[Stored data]

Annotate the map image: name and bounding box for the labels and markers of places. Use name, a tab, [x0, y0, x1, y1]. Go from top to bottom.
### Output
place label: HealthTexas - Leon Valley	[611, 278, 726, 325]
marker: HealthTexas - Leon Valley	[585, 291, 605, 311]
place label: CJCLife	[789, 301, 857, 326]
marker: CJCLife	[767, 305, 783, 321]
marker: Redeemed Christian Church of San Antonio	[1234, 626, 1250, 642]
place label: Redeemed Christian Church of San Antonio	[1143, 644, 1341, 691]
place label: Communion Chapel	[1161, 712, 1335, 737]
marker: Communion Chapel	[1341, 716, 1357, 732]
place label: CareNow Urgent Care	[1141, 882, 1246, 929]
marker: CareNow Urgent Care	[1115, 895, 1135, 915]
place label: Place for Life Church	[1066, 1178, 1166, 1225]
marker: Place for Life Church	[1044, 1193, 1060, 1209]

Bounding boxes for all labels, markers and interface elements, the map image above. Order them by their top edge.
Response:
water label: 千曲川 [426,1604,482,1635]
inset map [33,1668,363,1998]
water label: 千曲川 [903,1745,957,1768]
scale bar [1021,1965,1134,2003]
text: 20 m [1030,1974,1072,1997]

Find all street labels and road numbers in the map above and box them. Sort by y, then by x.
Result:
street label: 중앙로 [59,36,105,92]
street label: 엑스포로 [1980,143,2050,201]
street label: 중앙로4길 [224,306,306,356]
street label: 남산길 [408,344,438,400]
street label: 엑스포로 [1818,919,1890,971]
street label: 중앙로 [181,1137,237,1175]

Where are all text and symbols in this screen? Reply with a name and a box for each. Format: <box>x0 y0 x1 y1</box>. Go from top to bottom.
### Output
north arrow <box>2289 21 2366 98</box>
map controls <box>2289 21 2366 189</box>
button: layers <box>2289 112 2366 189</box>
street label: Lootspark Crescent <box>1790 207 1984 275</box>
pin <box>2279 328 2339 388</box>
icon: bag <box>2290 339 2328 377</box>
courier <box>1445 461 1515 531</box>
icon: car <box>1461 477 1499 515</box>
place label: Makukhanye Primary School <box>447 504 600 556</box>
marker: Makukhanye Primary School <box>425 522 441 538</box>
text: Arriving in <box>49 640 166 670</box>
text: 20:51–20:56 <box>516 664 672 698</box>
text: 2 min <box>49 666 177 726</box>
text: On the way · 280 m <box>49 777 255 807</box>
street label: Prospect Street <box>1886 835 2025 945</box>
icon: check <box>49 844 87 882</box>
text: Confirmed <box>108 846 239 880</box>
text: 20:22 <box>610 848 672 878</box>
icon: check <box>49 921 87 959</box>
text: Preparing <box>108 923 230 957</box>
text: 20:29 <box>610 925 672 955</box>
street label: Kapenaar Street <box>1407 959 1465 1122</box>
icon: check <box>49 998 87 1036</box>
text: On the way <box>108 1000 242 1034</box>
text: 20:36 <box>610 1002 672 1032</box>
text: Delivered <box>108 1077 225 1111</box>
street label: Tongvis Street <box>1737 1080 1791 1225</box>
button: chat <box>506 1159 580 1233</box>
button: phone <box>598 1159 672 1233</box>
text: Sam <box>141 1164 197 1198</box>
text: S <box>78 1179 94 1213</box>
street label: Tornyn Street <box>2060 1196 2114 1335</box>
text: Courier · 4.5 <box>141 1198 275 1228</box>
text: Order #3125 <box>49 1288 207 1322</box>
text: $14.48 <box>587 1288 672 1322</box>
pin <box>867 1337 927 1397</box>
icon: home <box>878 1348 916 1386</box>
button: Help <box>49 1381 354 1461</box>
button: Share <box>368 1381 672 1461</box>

The problem: Among the lines above, find each one containing the string "labels" and copy it.

Answer to this task:
Annotate the map image: name and bounding box for the labels and markers of places. Use name, a tab, [x0, y0, x1, y1]. Go from top to bottom.
Bounding boxes for all labels, markers and interface elements, the map image above. Order them by their top edge.
Find all street labels and road numbers in the map above and box them. Sort by y, then by x.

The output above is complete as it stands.